Please copy out every line in the records below that includes the word "Elevation".

++++++++

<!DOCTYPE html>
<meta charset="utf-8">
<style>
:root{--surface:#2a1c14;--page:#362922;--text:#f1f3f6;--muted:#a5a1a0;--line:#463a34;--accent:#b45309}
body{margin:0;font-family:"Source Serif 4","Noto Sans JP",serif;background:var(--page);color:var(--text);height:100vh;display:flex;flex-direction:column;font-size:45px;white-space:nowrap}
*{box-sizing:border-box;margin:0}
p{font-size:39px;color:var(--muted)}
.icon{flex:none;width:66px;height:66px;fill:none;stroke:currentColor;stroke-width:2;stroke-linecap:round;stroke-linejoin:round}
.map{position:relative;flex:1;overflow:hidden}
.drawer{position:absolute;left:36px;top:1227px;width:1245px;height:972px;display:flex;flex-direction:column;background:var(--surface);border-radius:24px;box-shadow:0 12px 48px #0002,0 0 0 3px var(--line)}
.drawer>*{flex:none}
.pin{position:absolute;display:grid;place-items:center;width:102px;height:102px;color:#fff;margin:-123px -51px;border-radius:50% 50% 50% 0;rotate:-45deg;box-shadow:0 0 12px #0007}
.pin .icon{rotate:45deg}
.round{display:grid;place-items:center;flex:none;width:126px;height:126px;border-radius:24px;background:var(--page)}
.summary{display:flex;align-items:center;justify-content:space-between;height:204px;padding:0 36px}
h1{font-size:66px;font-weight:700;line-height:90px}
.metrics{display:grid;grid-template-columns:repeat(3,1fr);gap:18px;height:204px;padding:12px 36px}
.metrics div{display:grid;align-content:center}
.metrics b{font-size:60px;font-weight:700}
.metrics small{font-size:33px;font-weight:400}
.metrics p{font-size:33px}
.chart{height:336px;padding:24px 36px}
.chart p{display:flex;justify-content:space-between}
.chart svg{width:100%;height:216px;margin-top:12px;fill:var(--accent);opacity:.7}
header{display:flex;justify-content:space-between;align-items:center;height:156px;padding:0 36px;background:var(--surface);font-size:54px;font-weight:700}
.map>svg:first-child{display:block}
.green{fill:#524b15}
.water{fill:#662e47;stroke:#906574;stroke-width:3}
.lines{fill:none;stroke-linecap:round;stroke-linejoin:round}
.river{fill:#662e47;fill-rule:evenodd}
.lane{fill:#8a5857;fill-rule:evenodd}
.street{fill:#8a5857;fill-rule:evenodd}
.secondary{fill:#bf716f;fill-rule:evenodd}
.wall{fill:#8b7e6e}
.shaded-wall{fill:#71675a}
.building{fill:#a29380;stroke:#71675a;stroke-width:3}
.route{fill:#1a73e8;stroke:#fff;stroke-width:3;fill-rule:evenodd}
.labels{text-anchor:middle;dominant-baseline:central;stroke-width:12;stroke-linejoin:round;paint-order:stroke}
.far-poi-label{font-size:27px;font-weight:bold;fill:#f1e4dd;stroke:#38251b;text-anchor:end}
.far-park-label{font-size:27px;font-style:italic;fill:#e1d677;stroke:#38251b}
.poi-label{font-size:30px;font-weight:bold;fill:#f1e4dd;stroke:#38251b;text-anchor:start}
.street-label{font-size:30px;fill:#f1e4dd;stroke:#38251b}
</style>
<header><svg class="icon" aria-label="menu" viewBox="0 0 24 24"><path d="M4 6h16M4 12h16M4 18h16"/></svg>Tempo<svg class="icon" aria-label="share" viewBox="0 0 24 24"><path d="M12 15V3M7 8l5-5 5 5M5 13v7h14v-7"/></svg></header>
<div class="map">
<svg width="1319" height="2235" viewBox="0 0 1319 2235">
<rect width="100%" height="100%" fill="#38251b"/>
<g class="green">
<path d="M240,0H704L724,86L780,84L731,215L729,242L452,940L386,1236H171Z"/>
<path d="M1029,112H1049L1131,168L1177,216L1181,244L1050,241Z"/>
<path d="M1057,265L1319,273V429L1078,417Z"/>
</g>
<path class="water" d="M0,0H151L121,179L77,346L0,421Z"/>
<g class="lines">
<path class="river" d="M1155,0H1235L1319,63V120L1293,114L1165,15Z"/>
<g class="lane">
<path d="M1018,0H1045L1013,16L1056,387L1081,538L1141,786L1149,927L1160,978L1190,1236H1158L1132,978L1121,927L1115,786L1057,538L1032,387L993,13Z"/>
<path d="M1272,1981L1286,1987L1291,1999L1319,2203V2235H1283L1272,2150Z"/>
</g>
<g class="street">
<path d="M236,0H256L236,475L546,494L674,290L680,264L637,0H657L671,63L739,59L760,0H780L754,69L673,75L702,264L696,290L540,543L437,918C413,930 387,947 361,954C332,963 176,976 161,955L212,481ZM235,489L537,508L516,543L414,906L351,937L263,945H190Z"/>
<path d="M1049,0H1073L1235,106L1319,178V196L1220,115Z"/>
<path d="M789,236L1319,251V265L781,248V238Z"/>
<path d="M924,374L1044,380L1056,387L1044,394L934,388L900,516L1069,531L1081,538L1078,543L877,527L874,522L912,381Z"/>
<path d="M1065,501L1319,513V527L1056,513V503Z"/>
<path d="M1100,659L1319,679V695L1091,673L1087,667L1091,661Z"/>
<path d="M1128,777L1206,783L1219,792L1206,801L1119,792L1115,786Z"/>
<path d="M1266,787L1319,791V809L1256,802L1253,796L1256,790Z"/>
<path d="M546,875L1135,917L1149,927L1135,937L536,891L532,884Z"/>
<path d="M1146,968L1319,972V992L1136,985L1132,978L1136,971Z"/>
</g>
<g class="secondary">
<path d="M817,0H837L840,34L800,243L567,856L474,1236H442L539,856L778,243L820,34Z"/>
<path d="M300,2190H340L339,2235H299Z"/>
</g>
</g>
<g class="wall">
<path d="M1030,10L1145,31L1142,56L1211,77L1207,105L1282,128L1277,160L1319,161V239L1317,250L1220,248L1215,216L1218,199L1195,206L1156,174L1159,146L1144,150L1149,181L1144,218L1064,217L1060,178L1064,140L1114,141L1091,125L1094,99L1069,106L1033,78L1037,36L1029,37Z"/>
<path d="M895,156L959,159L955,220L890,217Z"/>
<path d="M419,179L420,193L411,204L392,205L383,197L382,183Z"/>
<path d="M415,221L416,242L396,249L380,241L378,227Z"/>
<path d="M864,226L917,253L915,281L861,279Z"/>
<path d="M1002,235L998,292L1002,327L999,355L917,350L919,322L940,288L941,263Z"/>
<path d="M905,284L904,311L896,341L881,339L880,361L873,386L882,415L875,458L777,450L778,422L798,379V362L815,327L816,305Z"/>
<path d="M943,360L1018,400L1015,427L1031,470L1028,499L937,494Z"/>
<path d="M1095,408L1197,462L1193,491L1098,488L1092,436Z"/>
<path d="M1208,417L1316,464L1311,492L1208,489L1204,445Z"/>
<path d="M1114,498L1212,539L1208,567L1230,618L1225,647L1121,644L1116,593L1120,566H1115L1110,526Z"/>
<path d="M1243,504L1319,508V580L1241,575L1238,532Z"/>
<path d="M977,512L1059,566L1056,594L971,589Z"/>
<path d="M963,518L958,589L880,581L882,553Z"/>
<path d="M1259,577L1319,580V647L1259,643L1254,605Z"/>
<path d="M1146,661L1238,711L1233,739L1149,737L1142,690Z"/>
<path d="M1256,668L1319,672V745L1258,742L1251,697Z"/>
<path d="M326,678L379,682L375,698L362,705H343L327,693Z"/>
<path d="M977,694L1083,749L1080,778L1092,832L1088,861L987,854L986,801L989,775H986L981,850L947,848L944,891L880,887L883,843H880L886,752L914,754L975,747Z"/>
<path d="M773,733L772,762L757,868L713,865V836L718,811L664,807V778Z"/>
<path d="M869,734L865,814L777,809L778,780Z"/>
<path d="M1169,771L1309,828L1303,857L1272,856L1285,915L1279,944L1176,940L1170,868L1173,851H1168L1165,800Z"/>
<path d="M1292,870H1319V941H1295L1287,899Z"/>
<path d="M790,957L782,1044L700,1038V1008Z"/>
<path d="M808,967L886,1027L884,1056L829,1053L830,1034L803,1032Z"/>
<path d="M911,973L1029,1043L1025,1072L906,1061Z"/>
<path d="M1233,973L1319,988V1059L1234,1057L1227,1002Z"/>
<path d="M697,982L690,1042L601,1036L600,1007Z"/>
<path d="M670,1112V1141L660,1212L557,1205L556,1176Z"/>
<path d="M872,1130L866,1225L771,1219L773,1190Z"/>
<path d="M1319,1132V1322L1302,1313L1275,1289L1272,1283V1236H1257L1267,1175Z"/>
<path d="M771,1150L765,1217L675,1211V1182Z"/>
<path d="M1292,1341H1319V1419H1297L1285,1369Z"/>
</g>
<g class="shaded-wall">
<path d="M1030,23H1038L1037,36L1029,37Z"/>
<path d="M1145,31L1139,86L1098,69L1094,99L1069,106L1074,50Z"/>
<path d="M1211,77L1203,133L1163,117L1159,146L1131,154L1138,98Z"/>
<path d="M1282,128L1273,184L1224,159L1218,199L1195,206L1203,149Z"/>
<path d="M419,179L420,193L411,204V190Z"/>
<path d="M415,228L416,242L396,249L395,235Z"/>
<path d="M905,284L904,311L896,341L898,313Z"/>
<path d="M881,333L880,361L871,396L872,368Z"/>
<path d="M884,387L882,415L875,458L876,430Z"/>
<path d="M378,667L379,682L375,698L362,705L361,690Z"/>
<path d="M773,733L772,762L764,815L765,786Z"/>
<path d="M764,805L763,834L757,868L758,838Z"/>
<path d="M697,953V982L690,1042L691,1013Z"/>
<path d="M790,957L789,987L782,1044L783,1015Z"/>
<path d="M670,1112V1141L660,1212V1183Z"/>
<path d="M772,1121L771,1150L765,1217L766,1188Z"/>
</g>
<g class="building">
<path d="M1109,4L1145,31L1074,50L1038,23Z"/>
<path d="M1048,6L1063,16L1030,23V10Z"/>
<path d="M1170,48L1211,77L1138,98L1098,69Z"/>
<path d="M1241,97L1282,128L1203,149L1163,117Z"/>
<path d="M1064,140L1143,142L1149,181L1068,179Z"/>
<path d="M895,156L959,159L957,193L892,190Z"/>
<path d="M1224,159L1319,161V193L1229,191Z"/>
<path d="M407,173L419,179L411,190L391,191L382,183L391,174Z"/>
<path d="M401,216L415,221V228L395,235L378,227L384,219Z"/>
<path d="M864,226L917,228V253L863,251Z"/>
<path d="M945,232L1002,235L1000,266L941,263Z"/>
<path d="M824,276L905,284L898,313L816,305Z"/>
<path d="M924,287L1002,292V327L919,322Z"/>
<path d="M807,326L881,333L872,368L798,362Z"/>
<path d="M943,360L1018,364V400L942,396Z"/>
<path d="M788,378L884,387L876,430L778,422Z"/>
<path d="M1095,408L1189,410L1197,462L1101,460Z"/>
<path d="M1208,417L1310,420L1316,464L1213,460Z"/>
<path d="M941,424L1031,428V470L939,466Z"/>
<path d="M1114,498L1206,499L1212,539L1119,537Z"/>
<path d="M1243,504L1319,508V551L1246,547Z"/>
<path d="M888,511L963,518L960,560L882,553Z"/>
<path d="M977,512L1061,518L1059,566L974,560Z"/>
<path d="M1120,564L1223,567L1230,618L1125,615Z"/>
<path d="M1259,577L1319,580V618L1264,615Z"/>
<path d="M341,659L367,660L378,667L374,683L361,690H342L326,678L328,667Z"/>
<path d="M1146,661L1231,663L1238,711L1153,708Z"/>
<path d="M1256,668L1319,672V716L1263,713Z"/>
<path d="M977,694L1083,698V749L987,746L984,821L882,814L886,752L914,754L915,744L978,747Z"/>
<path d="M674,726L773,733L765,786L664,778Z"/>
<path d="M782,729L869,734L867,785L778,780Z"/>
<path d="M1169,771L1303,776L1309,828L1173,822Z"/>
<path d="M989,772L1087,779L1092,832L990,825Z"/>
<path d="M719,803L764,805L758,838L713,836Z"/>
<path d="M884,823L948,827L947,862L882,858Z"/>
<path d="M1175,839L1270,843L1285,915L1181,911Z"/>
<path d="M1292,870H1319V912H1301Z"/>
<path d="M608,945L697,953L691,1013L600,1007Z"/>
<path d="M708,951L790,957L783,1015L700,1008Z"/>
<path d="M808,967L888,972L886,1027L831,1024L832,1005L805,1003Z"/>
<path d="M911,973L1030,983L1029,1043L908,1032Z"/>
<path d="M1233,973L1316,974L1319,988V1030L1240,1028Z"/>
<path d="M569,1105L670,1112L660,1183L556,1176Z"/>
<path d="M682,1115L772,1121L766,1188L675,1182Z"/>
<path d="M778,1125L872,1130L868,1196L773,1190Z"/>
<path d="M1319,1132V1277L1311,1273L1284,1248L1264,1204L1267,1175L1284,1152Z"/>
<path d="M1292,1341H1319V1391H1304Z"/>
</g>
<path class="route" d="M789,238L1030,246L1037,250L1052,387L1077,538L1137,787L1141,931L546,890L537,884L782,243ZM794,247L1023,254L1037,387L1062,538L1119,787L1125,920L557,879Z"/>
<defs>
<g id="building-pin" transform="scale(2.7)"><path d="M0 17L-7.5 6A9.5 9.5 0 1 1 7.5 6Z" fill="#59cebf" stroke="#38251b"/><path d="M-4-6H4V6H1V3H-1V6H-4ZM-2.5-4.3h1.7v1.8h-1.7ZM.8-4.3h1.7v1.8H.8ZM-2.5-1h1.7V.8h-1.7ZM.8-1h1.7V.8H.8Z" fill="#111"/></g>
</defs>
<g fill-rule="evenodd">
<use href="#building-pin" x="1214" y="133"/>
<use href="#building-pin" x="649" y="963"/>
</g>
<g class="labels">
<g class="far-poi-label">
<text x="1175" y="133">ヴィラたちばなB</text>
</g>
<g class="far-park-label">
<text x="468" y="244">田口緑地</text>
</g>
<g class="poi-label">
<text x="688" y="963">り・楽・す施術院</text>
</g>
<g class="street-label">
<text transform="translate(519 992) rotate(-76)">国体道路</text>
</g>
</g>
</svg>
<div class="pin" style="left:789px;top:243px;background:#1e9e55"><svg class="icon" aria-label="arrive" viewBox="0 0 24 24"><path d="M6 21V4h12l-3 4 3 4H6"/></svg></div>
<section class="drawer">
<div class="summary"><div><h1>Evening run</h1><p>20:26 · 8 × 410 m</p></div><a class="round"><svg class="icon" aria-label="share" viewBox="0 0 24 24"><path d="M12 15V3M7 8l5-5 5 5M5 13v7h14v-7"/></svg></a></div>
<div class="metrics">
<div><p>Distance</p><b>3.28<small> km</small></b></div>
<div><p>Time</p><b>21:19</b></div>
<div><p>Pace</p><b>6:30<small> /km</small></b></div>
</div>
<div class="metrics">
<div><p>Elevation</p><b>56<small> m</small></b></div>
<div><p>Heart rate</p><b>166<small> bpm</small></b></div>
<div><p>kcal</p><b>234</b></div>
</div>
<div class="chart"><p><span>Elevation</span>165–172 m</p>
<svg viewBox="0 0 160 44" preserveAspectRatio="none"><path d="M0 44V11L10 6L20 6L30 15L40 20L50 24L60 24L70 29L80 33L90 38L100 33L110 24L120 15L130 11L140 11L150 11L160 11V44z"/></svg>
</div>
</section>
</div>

++++++++

Output of the exercise
<div><p>Elevation</p><b>56<small> m</small></b></div>
<div class="chart"><p><span>Elevation</span>165–172 m</p>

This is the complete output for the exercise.